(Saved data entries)

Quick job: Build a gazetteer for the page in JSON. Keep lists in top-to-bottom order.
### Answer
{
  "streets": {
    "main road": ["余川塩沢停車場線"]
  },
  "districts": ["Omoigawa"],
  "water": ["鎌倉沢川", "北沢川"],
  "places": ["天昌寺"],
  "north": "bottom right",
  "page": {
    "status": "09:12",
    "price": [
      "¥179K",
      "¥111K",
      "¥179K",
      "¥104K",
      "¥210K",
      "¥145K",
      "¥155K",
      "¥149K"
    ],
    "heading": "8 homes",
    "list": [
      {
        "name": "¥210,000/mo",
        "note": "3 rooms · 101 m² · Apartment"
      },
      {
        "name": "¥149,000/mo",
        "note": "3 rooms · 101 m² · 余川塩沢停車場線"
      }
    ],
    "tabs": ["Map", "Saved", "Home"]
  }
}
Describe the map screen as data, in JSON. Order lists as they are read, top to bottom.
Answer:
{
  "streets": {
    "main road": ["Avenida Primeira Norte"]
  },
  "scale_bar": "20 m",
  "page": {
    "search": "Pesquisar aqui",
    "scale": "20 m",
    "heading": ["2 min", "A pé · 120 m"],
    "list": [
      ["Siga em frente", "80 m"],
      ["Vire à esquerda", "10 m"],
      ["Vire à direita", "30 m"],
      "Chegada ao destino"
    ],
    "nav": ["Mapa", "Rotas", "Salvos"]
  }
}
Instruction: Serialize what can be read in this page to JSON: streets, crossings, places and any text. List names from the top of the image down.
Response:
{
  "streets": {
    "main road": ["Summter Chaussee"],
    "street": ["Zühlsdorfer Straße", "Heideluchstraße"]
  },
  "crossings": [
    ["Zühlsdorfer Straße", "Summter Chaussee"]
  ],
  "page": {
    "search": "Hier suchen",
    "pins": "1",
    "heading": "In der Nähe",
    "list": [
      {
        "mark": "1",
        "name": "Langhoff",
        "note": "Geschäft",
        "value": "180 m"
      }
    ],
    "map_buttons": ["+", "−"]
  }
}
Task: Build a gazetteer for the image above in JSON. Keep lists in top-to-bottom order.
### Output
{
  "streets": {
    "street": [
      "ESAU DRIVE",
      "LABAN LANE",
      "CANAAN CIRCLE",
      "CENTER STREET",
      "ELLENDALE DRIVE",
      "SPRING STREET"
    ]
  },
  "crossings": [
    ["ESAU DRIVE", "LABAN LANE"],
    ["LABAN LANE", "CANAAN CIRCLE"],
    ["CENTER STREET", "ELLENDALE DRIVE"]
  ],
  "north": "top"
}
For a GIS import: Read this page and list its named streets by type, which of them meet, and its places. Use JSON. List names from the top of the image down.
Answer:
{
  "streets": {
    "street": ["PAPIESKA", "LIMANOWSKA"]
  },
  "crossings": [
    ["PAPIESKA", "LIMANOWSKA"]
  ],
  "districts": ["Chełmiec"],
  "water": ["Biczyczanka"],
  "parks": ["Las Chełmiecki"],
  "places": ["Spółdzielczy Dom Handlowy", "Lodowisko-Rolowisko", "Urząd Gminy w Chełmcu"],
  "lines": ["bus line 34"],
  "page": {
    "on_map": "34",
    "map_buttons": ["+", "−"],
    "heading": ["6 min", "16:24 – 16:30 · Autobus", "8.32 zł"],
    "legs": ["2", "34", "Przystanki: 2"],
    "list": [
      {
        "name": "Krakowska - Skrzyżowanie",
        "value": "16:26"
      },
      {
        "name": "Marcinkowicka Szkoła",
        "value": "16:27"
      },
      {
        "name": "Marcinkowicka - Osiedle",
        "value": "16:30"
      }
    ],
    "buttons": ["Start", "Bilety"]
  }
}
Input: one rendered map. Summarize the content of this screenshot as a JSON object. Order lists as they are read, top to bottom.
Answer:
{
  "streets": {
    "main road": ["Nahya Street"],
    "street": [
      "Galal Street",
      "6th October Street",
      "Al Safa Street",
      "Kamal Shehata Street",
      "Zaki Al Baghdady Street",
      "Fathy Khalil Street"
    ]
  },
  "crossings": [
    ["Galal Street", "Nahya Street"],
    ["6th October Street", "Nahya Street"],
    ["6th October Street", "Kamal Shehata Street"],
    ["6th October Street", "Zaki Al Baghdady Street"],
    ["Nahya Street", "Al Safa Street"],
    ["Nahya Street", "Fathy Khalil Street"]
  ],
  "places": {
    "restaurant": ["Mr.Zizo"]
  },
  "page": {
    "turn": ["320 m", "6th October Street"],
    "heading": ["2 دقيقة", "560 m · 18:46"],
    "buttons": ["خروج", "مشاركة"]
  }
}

** To do **
Which lines above hold the string "gazetteer"? Copy each of them.

** Answer for the task **
Quick job: Build a gazetteer for the page in JSON. Keep lists in top-to-bottom order.
Task: Build a gazetteer for the image above in JSON. Keep lists in top-to-bottom order.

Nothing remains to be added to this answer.